### Task to carry out
Starting with the first line and ending with the one that holds "0 3px,transparent 0", retype the entries exactly.

### Data to examine
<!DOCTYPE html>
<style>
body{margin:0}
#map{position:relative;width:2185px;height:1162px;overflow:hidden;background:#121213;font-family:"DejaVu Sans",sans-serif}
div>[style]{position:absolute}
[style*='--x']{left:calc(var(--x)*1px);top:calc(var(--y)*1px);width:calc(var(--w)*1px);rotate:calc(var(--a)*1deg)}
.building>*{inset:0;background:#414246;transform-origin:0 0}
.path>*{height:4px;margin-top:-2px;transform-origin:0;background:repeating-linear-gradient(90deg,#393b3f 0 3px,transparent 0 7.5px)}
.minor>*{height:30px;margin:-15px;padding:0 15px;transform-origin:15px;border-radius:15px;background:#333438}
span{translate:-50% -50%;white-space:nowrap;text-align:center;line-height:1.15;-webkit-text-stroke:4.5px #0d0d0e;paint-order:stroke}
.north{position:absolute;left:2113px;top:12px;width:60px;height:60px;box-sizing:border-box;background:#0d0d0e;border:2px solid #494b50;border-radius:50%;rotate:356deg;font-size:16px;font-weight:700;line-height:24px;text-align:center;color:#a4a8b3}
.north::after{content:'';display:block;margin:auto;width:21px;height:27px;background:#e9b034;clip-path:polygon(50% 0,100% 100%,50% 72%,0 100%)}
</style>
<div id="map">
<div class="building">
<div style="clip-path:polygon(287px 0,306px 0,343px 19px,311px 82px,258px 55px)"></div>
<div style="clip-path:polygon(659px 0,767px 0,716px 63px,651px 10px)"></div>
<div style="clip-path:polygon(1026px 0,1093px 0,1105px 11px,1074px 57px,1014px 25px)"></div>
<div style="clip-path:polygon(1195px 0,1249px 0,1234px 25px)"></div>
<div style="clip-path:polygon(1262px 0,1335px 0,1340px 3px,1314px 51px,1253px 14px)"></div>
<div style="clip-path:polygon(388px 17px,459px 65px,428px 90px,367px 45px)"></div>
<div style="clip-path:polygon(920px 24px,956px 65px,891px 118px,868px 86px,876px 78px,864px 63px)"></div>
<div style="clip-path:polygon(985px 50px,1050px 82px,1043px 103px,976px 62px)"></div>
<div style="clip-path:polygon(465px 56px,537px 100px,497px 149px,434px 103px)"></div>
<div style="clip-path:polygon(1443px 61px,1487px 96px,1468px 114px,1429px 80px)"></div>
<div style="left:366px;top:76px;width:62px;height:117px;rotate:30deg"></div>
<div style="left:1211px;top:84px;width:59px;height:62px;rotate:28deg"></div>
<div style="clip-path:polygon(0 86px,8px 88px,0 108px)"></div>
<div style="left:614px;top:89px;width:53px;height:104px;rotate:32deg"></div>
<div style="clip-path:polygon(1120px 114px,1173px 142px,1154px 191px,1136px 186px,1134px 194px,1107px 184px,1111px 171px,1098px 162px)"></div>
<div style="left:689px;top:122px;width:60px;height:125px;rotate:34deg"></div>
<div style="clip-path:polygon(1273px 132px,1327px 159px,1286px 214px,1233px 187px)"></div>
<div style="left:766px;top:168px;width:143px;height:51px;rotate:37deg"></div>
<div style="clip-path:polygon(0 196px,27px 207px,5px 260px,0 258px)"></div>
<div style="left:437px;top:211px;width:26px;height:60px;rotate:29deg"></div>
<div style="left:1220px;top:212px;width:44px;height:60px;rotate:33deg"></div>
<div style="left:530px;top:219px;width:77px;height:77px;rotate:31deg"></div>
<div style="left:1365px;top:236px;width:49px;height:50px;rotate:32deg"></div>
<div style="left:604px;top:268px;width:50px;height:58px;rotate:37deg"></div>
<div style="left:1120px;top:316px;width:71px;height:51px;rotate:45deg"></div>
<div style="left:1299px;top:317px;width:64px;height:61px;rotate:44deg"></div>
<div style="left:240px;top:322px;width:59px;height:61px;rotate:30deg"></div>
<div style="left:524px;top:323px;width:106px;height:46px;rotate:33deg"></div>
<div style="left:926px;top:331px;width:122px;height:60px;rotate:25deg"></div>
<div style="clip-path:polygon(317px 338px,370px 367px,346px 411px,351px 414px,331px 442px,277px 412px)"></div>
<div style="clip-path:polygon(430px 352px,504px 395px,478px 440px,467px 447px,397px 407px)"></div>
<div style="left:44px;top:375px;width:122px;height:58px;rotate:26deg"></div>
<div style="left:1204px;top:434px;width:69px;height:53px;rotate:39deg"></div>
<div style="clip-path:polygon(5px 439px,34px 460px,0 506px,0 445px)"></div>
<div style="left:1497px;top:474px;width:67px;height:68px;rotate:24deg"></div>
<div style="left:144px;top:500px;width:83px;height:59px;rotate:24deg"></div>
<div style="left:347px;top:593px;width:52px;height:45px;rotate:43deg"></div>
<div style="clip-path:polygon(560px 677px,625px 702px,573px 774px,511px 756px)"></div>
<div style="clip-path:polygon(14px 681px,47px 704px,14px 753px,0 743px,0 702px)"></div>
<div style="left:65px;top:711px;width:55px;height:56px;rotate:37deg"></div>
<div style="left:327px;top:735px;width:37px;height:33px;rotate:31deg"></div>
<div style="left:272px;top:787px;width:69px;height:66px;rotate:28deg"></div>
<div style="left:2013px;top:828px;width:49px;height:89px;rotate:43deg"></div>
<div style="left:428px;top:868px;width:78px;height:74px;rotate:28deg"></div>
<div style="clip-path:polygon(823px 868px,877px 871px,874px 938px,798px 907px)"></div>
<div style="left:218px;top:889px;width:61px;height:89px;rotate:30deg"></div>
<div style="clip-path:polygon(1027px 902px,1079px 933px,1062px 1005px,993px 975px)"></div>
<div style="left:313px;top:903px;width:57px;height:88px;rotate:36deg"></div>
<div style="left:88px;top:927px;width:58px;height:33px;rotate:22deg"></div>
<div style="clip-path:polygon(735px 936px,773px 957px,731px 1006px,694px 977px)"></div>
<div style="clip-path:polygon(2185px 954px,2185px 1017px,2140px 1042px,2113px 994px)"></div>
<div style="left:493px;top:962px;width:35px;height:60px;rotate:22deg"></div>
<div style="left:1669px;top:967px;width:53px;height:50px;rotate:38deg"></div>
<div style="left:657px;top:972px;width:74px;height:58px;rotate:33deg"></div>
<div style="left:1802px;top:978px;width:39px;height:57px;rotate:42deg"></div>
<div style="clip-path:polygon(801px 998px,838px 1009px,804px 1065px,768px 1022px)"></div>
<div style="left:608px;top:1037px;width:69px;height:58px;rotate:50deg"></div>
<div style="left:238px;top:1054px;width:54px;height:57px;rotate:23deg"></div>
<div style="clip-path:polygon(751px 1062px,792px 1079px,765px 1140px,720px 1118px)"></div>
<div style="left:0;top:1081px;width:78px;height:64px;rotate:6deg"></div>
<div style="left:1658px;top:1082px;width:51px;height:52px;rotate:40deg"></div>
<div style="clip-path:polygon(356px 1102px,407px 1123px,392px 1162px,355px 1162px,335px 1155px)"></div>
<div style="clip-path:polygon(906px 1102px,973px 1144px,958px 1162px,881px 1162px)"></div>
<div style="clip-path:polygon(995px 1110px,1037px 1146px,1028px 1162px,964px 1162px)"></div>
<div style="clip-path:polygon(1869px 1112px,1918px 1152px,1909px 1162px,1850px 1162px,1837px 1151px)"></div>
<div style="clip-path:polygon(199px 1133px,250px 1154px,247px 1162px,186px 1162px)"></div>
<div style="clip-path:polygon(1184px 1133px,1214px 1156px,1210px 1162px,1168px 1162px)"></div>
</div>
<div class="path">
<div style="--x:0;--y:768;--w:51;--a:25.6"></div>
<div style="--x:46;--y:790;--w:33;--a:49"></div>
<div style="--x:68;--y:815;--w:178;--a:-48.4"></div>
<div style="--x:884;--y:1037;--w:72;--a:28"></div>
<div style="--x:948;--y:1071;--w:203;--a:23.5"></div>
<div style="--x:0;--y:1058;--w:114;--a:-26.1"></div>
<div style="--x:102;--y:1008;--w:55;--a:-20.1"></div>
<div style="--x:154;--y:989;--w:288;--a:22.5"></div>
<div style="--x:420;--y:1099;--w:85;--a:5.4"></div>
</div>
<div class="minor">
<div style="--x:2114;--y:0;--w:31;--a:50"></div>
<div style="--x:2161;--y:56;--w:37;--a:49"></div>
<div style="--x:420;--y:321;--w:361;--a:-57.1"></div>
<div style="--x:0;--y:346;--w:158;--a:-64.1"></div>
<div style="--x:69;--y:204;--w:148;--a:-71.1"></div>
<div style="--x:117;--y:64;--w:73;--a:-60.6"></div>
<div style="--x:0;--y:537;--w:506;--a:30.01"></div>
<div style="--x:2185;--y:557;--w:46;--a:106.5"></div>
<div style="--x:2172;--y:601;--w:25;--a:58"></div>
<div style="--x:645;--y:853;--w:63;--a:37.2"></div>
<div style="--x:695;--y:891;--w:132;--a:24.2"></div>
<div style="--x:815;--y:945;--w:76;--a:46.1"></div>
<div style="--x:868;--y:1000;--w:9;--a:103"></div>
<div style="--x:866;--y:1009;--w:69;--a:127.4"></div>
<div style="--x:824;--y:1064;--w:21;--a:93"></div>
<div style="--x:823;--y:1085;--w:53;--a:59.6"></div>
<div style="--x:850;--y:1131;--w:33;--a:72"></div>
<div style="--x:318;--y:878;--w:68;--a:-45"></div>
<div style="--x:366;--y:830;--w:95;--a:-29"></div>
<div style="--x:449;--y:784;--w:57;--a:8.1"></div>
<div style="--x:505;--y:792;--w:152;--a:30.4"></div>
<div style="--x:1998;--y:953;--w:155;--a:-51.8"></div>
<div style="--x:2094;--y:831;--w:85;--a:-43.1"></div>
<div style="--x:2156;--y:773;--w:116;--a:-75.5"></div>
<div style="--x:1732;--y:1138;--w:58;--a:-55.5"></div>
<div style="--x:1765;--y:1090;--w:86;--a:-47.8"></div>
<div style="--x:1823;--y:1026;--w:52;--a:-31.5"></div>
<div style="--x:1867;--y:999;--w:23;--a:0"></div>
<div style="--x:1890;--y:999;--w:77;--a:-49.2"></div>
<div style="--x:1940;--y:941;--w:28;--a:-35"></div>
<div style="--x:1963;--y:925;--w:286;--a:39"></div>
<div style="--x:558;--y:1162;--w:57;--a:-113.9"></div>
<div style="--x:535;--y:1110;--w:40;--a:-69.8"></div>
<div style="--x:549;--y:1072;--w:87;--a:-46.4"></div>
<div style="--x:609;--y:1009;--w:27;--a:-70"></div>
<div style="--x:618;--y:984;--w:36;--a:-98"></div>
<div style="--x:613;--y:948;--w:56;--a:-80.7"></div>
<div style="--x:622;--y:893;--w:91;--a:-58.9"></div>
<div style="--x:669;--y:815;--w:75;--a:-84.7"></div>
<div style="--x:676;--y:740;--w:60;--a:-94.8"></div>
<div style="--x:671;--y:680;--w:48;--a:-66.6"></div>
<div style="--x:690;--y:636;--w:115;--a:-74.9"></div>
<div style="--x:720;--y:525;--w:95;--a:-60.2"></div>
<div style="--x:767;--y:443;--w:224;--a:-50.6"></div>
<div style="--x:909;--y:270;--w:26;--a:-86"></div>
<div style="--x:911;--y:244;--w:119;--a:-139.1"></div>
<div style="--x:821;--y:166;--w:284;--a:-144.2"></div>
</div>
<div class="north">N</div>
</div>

### Answer
<!DOCTYPE html>
<style>
body{margin:0}
#map{position:relative;width:2185px;height:1162px;overflow:hidden;background:#121213;font-family:"DejaVu Sans",sans-serif}
div>[style]{position:absolute}
[style*='--x']{left:calc(var(--x)*1px);top:calc(var(--y)*1px);width:calc(var(--w)*1px);rotate:calc(var(--a)*1deg)}
.building>*{inset:0;background:#414246;transform-origin:0 0}
.path>*{height:4px;margin-top:-2px;transform-origin:0;background:repeating-linear-gradient(90deg,#393b3f 0 3px,transparent 0 7.5px)}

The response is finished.